ACTIVITY »
This task calls for copying every line of the records that includes the word "linejoin".
======
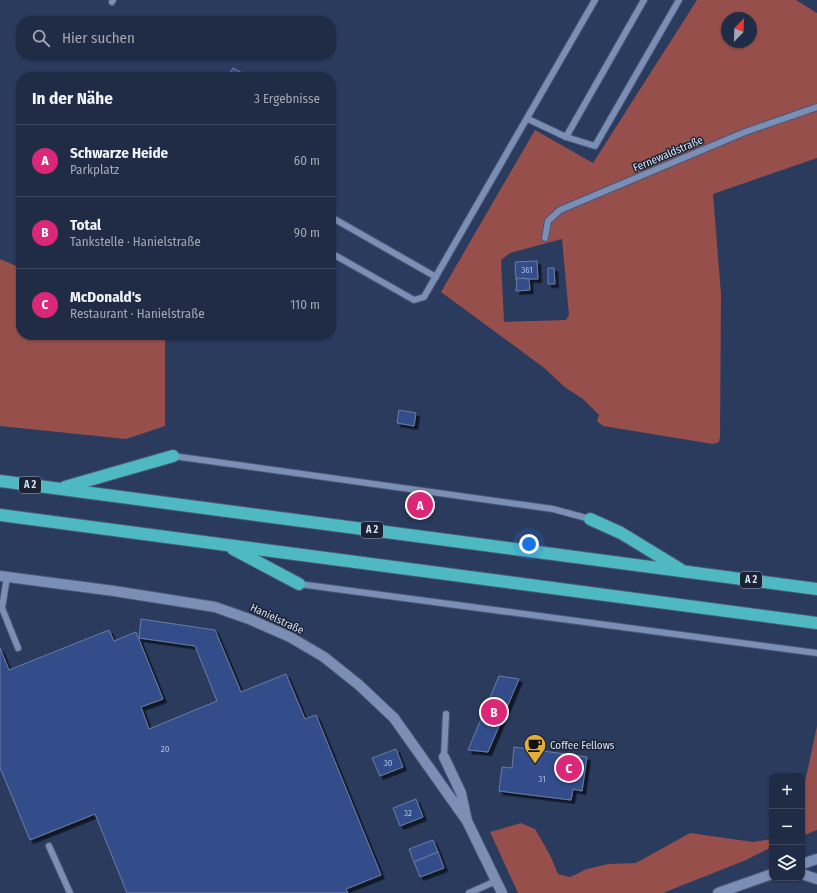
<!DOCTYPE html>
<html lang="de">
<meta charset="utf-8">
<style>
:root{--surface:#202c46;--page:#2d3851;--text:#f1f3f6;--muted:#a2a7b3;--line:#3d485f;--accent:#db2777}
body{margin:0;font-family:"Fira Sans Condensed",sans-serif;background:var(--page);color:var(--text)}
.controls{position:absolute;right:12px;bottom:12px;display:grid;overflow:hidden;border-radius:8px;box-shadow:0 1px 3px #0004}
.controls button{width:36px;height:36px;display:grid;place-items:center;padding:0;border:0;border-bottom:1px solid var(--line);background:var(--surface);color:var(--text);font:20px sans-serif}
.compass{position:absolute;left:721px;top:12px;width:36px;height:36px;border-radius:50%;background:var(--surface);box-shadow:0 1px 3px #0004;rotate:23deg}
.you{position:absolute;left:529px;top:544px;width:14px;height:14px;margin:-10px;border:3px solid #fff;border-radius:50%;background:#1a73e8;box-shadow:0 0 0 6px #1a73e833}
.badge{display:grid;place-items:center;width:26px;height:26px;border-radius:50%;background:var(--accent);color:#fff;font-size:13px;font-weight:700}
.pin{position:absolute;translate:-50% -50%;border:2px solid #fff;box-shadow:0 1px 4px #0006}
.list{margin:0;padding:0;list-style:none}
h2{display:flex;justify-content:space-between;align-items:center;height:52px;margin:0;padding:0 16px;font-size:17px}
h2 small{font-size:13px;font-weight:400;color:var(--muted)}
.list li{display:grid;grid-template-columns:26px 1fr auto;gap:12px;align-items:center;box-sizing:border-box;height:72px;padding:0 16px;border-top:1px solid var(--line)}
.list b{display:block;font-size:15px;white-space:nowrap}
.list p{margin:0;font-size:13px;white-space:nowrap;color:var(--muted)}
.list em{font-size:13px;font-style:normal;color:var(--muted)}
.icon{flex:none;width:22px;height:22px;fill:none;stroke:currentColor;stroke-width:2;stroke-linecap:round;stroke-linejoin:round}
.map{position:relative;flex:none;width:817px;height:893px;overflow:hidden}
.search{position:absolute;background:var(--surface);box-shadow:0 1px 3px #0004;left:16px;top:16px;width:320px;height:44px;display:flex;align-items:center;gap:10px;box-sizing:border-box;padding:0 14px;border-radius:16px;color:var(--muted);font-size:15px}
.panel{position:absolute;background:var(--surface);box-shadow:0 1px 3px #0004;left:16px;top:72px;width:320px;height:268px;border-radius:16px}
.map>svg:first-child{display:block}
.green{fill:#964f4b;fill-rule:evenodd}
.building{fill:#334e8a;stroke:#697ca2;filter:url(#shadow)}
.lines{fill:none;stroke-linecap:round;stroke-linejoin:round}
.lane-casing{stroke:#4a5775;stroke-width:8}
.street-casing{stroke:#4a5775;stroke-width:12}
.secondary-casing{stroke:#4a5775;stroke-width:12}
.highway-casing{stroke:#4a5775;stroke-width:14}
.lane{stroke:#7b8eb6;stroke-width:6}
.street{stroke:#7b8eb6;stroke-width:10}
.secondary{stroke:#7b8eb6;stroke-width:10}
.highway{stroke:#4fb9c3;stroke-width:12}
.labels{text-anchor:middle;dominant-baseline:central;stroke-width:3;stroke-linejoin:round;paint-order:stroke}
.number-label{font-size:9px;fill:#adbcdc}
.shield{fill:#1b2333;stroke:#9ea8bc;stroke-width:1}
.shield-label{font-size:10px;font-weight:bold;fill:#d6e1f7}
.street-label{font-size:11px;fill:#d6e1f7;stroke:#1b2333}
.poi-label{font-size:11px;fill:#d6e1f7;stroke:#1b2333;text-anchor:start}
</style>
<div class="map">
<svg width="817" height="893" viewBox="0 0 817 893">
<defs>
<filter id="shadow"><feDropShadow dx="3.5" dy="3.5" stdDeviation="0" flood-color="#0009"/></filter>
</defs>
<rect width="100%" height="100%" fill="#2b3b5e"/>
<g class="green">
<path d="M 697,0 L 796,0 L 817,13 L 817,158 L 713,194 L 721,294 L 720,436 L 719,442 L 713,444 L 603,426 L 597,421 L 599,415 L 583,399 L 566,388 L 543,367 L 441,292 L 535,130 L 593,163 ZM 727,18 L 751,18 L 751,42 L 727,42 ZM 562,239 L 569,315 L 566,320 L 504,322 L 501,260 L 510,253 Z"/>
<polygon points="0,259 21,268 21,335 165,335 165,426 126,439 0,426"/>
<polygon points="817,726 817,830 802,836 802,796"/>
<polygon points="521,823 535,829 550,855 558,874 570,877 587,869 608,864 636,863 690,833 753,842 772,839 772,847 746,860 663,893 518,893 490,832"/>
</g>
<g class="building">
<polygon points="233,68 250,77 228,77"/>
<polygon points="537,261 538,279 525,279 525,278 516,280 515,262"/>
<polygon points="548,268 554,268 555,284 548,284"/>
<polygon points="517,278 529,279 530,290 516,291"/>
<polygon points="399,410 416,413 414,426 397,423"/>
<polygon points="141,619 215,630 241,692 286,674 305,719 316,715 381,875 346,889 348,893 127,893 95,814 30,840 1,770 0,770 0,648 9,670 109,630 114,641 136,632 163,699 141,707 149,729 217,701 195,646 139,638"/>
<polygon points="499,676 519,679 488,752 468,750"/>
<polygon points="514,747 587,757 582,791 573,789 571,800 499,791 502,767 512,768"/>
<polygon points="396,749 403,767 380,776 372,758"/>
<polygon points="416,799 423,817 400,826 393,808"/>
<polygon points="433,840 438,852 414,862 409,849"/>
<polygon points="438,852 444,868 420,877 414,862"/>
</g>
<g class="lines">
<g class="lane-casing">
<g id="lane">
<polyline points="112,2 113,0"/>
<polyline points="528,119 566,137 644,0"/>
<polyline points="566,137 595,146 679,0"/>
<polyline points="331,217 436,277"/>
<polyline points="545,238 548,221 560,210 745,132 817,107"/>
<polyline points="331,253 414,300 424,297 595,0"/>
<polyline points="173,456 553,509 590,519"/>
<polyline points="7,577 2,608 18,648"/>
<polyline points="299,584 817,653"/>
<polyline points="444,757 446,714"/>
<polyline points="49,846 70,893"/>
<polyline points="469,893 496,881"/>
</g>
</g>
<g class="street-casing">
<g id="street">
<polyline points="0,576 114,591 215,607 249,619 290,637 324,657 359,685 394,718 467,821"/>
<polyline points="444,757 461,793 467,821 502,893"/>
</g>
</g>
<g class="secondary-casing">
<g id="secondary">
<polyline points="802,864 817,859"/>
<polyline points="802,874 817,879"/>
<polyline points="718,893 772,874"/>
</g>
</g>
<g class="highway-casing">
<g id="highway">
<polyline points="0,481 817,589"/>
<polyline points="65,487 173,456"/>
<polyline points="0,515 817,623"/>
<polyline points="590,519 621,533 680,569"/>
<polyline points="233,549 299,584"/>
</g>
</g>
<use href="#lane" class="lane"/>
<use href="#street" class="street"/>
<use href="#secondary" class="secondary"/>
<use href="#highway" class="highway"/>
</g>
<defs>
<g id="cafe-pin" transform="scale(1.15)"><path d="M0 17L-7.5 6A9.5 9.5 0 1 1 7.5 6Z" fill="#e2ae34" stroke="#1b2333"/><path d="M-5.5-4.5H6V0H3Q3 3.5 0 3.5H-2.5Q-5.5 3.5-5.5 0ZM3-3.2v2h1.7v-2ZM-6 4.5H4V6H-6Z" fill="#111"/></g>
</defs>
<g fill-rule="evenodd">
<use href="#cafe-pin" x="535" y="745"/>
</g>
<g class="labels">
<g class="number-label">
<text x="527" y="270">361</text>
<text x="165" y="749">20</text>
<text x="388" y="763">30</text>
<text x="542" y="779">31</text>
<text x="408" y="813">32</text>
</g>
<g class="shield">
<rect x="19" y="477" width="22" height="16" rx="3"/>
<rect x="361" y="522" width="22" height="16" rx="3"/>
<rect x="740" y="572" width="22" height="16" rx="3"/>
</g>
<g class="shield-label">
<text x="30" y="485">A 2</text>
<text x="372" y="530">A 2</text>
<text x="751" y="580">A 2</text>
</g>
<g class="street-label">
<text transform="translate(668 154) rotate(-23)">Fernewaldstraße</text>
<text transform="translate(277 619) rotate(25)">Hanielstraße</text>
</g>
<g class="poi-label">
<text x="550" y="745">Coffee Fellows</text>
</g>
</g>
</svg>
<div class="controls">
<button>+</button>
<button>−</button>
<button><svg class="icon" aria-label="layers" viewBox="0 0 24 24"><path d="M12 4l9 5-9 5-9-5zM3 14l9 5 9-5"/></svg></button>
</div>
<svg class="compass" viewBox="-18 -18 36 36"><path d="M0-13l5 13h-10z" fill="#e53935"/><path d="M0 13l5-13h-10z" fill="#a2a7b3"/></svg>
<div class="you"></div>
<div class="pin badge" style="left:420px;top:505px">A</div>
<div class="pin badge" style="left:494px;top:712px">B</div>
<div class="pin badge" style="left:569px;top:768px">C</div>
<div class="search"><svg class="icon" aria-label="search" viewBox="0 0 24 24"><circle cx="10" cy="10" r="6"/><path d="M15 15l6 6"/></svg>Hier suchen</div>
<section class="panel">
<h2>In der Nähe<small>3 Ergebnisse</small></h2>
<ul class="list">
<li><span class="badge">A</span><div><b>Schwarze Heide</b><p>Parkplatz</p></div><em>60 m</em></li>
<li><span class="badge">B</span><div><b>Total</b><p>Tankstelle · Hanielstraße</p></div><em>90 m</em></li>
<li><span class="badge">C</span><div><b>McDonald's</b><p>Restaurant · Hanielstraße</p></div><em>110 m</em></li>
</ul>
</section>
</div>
======
SOLVED PROBLEM »
.icon{flex:none;width:22px;height:22px;fill:none;stroke:currentColor;stroke-width:2;stroke-linecap:round;stroke-linejoin:round}
.lines{fill:none;stroke-linecap:round;stroke-linejoin:round}
.labels{text-anchor:middle;dominant-baseline:central;stroke-width:3;stroke-linejoin:round;paint-order:stroke}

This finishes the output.